Le documentaire Mondovino a fait de Michel Rolland le suppôt de l’uniformisation du vin. Un portrait à la grosse louche qui occulte la personnalité de l’onologue le plus influent de la planète. Détenteur d’un savoir unique, le Bordelais mérite qu’on remette les pendules à l’heure.

« Micro-oxygénez, micro-oxygénez, bon sang ! »  » Le vin, c’est d’abord la diversité. C’est pour cela qu’il y en a tant de mauvais d’ailleurs…  »  » Trop alcoolisé ? Suffit de le mettre au frais, vous sentirez moins les degrés.  » Autant de petites phrases assassines qui ont contribué à faire passer Michel Rolland pour un monstre assoiffé de notoriété, d’honoraires à plusieurs zéros et de flacons sur-concentrés. C’est Jonathan Nossiter qui les a immortalisées, à l’insu du plein gré de celui qui les a proférées, dans Mondovino, documentaire dénonçant les effets de la globalisation de la viticulture. Plutôt manichéen, ce long-métrage, présenté au festival de Cannes en 2004, scindait le monde du vin en deux camps, les bons et les truands.
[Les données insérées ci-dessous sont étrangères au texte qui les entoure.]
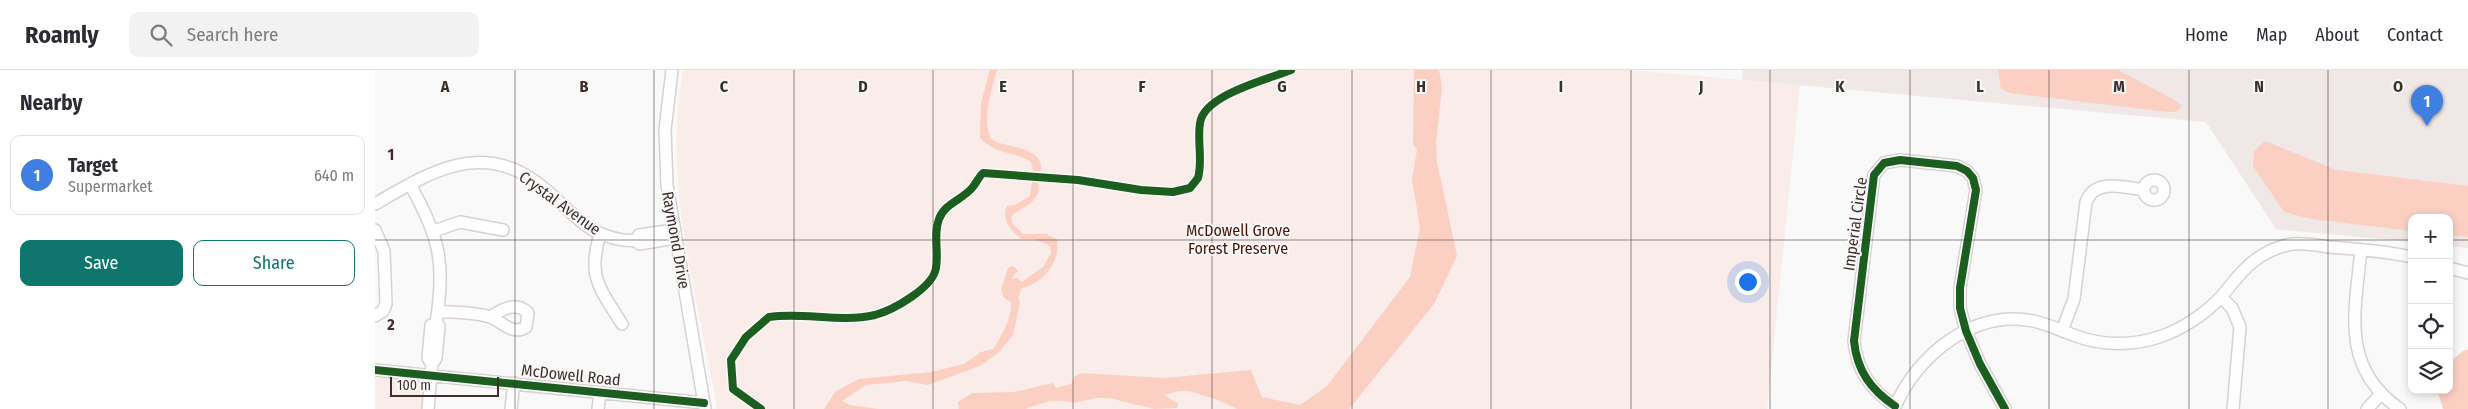 <!DOCTYPE html>
<meta charset="utf-8">
<style>
body{margin:0;font-family:"Fira Sans Condensed",sans-serif;background:#f2f2f3;color:#2b2b33}
.controls{position:absolute;right:15px;bottom:15px;display:grid;overflow:hidden;border-radius:10px;box-shadow:0 2px 8px #0003}
.controls button{width:45px;height:45px;display:grid;place-items:center;padding:0;border:0;border-bottom:1px solid #e1e1e2;background:#fff;color:#2b2b33;font:25px sans-serif}
.scale{position:absolute;left:15px;bottom:12px;width:109px;box-sizing:border-box;padding-left:5px;border:2px solid #3f2f2b;border-top:0;font-size:14px;line-height:18px;white-space:nowrap;color:#3f2f2b;-webkit-text-stroke:4px #f9f9f9;paint-order:stroke}
.you{position:absolute;left:1372px;top:211px;width:18px;height:18px;margin:-12px;border:4px solid #fff;border-radius:50%;background:#1a73e8;box-shadow:0 0 0 8px #1a73e833}
.badge{display:grid;place-items:center;width:32px;height:32px;border-radius:50%;background:#0f766e;color:#fff;font-size:16px;font-weight:700}
.pin{position:absolute;translate:-50% -41px;filter:drop-shadow(0 1px 2px #0008)}
.pin::after{content:'';position:absolute;top:26px;width:18px;height:15px;background:inherit;clip-path:polygon(0 0,100% 0,50% 100%)}
.list{margin:0;padding:0;list-style:none}
h2{display:flex;justify-content:space-between;align-items:center;height:65px;margin:0;padding:0 20px;font-size:21px}
h2 small{font-size:16px;font-weight:400;color:#7c7c81}
.list li{display:grid;grid-template-columns:32px 1fr auto;gap:15px;align-items:center;box-sizing:border-box;height:80px;margin:0 10px 10px;padding:0 10px;border:1px solid #e1e1e2;border-radius:10px}
.list b{display:block;font-size:19px;white-space:nowrap}
.list p{margin:0;font-size:16px;white-space:nowrap;color:#7c7c81}
.list em{font-size:16px;font-style:normal;color:#7c7c81}
.actions{display:flex;gap:10px;padding:15px 20px}
.actions a{flex:1;padding:11px 0;border:1px solid #0f766e;border-radius:10px;text-align:center;font-size:18px;color:#0f766e}
.actions .main{background:#0f766e;color:#fff}
.icon{flex:none;width:28px;height:28px;fill:none;stroke:currentColor;stroke-width:2;stroke-linecap:round;stroke-linejoin:round}
.map{position:relative;flex:none;width:2093px;height:339px;overflow:hidden}
header{display:flex;align-items:center;gap:30px;box-sizing:border-box;height:70px;padding:0 25px;background:#fff;border-bottom:1px solid #e1e1e2}
header strong{font-size:24px}
nav{display:flex;gap:28px;margin-inline-start:auto;font-size:18px}
.search{width:350px;height:45px;background:#f2f2f3;display:flex;align-items:center;gap:12px;box-sizing:border-box;padding:0 18px;border-radius:10px;color:#7c7c81;font-size:19px}
main{display:flex}
aside{flex:1;background:#fff}
.map>svg:first-child{display:block}
</style>
<header>
<strong>Roamly</strong>
<div class="search"><svg class="icon" aria-label="search" viewBox="0 0 24 24"><circle cx="10" cy="10" r="6"/><path d="M15 15l6 6"/></svg>Search here</div>
<nav><a>Home</a><a>Map</a><a>About</a><a>Contact</a></nav>
</header>
<main>
<aside>
<h2>Nearby<small></small></h2>
<ul class="list">
<li><span class="badge" style="background:#3f7fe0">1</span><div><b>Target</b><p>Supermarket</p></div><em>640 m</em></li>
</ul>
<div class="actions"><a class="main">Save</a><a>Share</a></div>
</aside>
<div class="map">
<svg width="2093" height="339" viewBox="0 0 2093 339">
<rect width="100%" height="100%" fill="#f9f9f9"/>
<path fill="#efe8e6" d="M1368 0H2093V178L2074 176V148H2037V172L1901 159 1831 52 1367 10Z"/>
<path fill="#faece8" d="M308 0H1256L1425 15 1392 339H342C324 228 286 113 308 0Z
M0 305 46 310 48 315 47 339H0Z"/>
<path fill="#fbd0c3" d="M615 0H622C617 21 606 47 616 69 630 79 669 75 666 101H658L656 92C637 80 621 85 605 68L606 33Z
M1039 0H1064L1067 17 1061 74 1062 92 1082 186 1059 234 974 339H862L843 330 814 321H804L789 325 803 334 802 338 779 339 734 328H721L699 333 690 331H675L650 339H584L583 332 597 323 639 322 678 313 681 318 696 314 699 307 706 303 789 308 876 300 887 327 925 335 952 316 1035 207 1045 158 1037 109 1042 80 1038 74Z
M1623 0H1743L1798 29 1806 35V38L1800 42H1793L1635 23 1626 19Z
M1890 71 1962 100 2093 116V167L2074 165V148H2037V161L1936 149 1909 142 1878 96 1879 81Z
M657 111H663C667 133 650 135 636 146L637 153 648 164H671L682 169C686 192 668 213 647 218L643 228 645 232 638 265 625 281 607 295 553 315 531 311 491 315 467 331 475 335 503 339H449L461 321 484 309 556 302 589 294 606 282 618 279C627 264 637 250 636 232L629 228 626 220 633 198 638 196 643 201 636 209 642 208 647 212 668 197 676 183 675 176 660 169H646C636 160 626 150 632 136L640 135 655 126Z
M2093 279V339H2068L2064 325 2058 320H2074L2075 292 2088 281Z"/>
<g fill="none" stroke-linecap="round" stroke-linejoin="round">
<path stroke="#fbd0c3" stroke-width="2" d="M660 112 662 100"/>
<defs>
<path id="minor" d="M297 0 290 60 292 115 330 339
M1769 120a10 10 0 1 1 20 0a10 10 0 1 1-20 0Z
M35 114C64 168 71 191 61 253L64 256 61 288 57 294 53 339
M0 134C52 104 104 70 161 112 179 125 194 143 212 156 223 164 235 168 248 170 255 171 260 169 265 174L300 168
M0 160 9 181 11 234 8 241 0 246
M59 161 85 152 128 160
M225 164C212 208 225 218 247 254
M261 170 264 165 299 160
M1986 180C1980 241 1965 298 2025 339
M2074 198 2093 203
M1846 227 1857 238 1865 257 1858 339
M63 241C79 243 100 242 115 247 127 251 137 266 151 257L153 243C141 231 127 239 115 247
M1687 261 1699 229 1711 132C1720 108 1749 117 1769 120
M57 294 53 288 56 255 61 253
M0 300 329 333
M1520 336C1496 320 1482 301 1479 271L1499 105 1509 93 1525 90 1582 96 1592 101 1598 108 1601 120 1585 218V238L1591 261 1605 294 1630 339
M136 339 139 313
M223 339 225 322
M1519 339C1541 286 1598 239 1658 251 1673 254 1687 261 1701 266 1728 276 1759 276 1787 266 1807 259 1828 245 1843 230 1852 221 1859 210 1868 201 1880 188 1898 177 1917 174 1929 173 1942 175 1954 177 1982 179 2010 181 2037 187
M1992 339 2006 324"/>
</defs>
<use href="#minor" stroke="#d8d1cf" stroke-width="14"/>
<use href="#minor" stroke="#fefefe" stroke-width="11"/>
<defs>
<path id="cycleway" d="M0 300 329 333
M1520 336C1496 320 1482 301 1479 271L1499 105 1509 93 1525 90 1582 96 1592 101 1598 108 1601 120 1585 218V238L1591 261 1605 294 1630 339
M386 339 358 319 356 290 371 267 394 247C429 242 465 253 500 245 518 240 558 218 561 198 564 182 558 164 564 149 570 133 587 130 597 118 602 113 603 107 608 103L703 110 766 120 798 122 815 118 823 108C828 90 822 72 825 53 829 25 891 10 916 0"/>
</defs>
<use href="#cycleway" stroke="#f9f9f9" stroke-width="11"/>
<use href="#cycleway" stroke="#1b5e20" stroke-width="8"/>
</g>
<path fill="none" stroke="#3f2f2b" stroke-width="1" stroke-opacity="0.55" d="M140 0V339M279 0V339M419 0V339M558 0V339M698 0V339M837 0V339M977 0V339M1116 0V339M1256 0V339M1395 0V339M1535 0V339M1674 0V339M1814 0V339M1953 0V339M0 170H2037M2074 170H2093"/>
<g text-anchor="middle" dominant-baseline="central" stroke-width="4" stroke-linejoin="round" paint-order="stroke">
<g font-size="16" fill="#3f2f2b" stroke="#f9f9f9">
<text transform="translate(185 133) rotate(36)">Crystal Avenue</text>
<text transform="translate(1480 154) rotate(-82)">Imperial Circle</text>
<text transform="translate(301 170) rotate(80)">Raymond Drive</text>
<text transform="translate(196 305) rotate(6)">McDowell Road</text>
</g>
<g font-size="16" fill="#4a1505" stroke="#f9f9f9">
<text x="863" y="160">McDowell Grove<tspan x="863" dy="18">Forest Preserve</tspan></text>
</g>
</g>
<g font-size="16" text-anchor="middle" font-weight="bold" fill="#3f2f2b" stroke="#f9f9f9" stroke-width="4" stroke-linejoin="round" paint-order="stroke">
<text x="70" y="22">A</text>
<text x="209" y="22">B</text>
<text x="349" y="22">C</text>
<text x="488" y="22">D</text>
<text x="628" y="22">E</text>
<text x="767" y="22">F</text>
<text x="907" y="22">G</text>
<text x="1046" y="22">H</text>
<text x="1186" y="22">I</text>
<text x="1326" y="22">J</text>
<text x="1465" y="22">K</text>
<text x="1605" y="22">L</text>
<text x="1744" y="22">M</text>
<text x="1884" y="22">N</text>
<text x="2023" y="22">O</text>
<text x="16" y="90">1</text>
<text x="16" y="260">2</text>
</g>
</svg>
<div class="controls">
<button>+</button>
<button>−</button>
<button><svg class="icon" aria-label="locate" viewBox="0 0 24 24"><circle cx="12" cy="12" r="6"/><path d="M12 2v4M12 18v4M2 12h4M18 12h4"/></svg></button>
<button><svg class="icon" aria-label="layers" viewBox="0 0 24 24"><path d="M12 4l9 5-9 5-9-5zM3 14l9 5 9-5"/></svg></button>
</div>
<div class="scale">100 m</div>
<div class="you"></div>
<div class="pin badge" style="left:2052px;top:56px;background:#3f7fe0">1</div>
</div>
</main>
Inlassablement filmé sur le siège arrière de sa Mercedes, un gros cigare à la main, Michel Rolland y jouait l’âme damnée d’une pièce de théâtre savamment orchestrée. Le coup porté fut rude. Pas tant du point de vue professionnel – son activité n’ayant jamais faibli – que sur le plan personnel.  » Après la projection, j’étais sonné, je suis directement allé voir Nossiter pour lui dire ce que j’en pensais, je lui ai bien pris la tête, explique le flying winemaker ( NDLR : £nologue travaillant dans plusieurs vignobles à travers la planète). Je me suis senti complètement manipulé, il a tout sorti du contexte et n’a gardé que ce qui pouvait servir son propos… mais le mal était fait.  »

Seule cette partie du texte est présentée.